Stored data entries
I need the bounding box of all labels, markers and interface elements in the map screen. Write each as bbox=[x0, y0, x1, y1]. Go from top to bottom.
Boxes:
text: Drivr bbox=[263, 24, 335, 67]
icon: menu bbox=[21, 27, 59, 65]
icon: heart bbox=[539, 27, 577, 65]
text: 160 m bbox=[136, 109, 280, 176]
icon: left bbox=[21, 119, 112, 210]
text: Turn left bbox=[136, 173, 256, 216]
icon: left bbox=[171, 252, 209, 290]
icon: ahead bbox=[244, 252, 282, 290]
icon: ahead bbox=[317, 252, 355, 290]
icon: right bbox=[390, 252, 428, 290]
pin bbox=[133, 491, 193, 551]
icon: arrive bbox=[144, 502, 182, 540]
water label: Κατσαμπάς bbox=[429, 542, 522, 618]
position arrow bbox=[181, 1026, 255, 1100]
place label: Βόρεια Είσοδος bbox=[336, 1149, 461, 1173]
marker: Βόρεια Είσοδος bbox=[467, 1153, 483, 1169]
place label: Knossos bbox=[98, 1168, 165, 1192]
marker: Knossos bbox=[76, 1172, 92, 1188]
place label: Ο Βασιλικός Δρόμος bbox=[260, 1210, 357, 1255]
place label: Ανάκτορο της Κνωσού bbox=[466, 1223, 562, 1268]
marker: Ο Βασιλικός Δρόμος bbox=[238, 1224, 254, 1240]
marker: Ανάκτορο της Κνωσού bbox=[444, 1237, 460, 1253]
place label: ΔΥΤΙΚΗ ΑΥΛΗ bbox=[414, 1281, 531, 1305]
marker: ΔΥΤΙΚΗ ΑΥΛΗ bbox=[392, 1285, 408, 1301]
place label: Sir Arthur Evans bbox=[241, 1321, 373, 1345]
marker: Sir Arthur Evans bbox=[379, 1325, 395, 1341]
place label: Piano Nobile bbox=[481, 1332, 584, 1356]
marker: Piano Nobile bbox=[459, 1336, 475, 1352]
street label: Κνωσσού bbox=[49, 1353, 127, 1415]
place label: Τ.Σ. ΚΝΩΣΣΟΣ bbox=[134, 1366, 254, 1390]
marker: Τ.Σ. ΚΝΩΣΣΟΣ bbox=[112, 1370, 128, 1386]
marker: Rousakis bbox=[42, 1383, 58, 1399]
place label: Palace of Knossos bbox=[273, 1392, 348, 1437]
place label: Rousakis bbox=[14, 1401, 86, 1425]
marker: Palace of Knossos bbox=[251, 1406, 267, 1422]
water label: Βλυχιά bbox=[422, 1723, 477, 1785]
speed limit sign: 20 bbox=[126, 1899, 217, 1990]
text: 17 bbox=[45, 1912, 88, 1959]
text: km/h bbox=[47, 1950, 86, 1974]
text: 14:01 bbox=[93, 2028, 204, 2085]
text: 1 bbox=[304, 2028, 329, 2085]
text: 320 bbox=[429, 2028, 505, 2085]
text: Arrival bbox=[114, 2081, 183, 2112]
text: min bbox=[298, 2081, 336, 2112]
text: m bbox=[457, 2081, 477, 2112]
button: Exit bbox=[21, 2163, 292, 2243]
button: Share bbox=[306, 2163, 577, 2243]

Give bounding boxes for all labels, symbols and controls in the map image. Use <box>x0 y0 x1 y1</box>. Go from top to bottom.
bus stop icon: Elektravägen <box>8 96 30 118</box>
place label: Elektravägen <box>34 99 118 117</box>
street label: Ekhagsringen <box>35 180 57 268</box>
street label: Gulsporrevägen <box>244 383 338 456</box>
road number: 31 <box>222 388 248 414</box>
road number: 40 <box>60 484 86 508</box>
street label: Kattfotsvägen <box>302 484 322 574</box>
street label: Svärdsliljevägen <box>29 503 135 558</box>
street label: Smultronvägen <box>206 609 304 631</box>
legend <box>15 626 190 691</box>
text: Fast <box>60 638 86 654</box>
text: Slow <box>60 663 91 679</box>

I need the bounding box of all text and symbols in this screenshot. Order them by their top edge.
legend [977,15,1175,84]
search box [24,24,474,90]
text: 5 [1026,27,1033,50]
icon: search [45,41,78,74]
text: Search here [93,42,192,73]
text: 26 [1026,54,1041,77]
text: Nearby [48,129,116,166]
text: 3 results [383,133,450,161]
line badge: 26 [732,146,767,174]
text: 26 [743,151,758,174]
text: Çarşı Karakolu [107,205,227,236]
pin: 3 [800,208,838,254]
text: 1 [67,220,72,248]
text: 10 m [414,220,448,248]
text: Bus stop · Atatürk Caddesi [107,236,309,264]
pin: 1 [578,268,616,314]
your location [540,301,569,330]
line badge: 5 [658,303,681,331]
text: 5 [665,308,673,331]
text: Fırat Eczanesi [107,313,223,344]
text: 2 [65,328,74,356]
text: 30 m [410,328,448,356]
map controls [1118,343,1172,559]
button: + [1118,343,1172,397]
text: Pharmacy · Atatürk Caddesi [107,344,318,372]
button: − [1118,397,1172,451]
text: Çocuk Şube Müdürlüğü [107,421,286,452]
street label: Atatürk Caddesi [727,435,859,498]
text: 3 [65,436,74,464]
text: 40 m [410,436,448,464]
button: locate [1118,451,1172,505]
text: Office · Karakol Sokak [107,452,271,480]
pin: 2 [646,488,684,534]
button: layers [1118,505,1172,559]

» **Problem to solve**:
Every line holding the string "number" should be copied here, so please find those lines in the data.

» **Exercise result**:
road number: 31 <box>222 388 248 414</box>
road number: 40 <box>60 484 86 508</box>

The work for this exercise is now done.